Détenir un poste « prestigieux » sous le régime politique actuel : l’honneur crucifié








La promotion ou l’élection aux postes de Premier ministre, ministre, directeur général, magistrat, député ou sénateur devraient représenter pour les promus et les élus ainsi que pour leurs familles, leurs collègues et leurs amis, un succès, un honneur, une fierté et une gloire immenses. Pourtant, avec le régime en place, l’accession à un poste de décision s’apparente à un suicide politique et social.

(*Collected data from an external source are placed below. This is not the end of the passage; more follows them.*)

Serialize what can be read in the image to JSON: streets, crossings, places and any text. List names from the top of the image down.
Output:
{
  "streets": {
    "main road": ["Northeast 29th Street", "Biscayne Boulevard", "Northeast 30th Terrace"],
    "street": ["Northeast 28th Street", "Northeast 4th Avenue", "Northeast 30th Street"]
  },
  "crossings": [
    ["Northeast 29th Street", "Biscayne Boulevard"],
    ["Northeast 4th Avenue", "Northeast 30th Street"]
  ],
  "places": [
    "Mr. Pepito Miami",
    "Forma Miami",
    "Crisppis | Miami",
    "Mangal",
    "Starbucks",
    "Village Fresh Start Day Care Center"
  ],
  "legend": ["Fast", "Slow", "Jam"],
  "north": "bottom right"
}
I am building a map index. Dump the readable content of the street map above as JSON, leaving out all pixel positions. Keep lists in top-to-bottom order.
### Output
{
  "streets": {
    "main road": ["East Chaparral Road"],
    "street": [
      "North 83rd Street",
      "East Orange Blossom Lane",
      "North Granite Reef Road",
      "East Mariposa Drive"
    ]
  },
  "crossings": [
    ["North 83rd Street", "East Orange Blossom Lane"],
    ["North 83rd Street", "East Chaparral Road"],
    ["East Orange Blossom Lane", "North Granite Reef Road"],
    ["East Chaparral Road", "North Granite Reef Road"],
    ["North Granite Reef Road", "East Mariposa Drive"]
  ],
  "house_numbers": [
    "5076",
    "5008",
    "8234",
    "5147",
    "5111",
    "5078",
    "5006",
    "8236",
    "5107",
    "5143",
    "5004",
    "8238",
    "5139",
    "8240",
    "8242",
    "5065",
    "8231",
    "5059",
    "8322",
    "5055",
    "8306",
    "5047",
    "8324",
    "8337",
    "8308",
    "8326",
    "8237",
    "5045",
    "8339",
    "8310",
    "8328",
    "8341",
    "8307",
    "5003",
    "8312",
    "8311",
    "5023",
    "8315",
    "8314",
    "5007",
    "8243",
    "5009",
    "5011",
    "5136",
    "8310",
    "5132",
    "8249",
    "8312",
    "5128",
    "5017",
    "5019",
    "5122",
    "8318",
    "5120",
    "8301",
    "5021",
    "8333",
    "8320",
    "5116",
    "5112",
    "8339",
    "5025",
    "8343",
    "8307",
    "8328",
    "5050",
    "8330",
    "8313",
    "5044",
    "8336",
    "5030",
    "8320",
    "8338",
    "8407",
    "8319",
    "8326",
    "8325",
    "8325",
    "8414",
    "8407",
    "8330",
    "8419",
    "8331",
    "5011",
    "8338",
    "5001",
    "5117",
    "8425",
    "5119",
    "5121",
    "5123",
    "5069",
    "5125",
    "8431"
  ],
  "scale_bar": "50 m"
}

D’anciens cadres et professionnels dignes, compétents, honnêtes, respectables et respectés ont accusé, sous ce régime « aux têtes mal calées » , d’énormes déficits politiques et sociaux, car à tort ou à raison, leurs noms sont associés à des malversations, à des actes et à des crimes déplorables causés sur le règne de ce régime inculte et arrogant. De remarquables personnalités issues des secteurs médical, social et universitaire ont malheureusement tout hypothéqué en termes d’image et de prestige, car elles occupaient des postes de hautes responsabilités sous ce régime mangeur d’hommes et de femmes de valeurs, qui prend plaisir à désacraliser les institutions sacrées. Depuis le début de la prise du pouvoir de « Têt Kale » , les hésitations, les tâtonnements et les bêtises politiques dans les choix des responsables pour remplir les rôles régaliens, remplissent les récipients de la mal gouvernance. Évidemment, c’est sans surprise aucune, car on ne peut donner ce que l’on n’a pas. Cette équipe spécule et badine avec les postes et les dossiers stratégiques d’un pays comme des enfants du Kindegarten avec des crayons, du papier et des bristols pour accoucher des graffitis tinctoriaux, en zigzag et en lignes brisées. Haïti continue de payer au prix fort l’élection/la sélection d’un « vakabon et d’un bandit légal » à la tête de la première magistrature d’une nation si fière et si courageuse, la première République noire du monde.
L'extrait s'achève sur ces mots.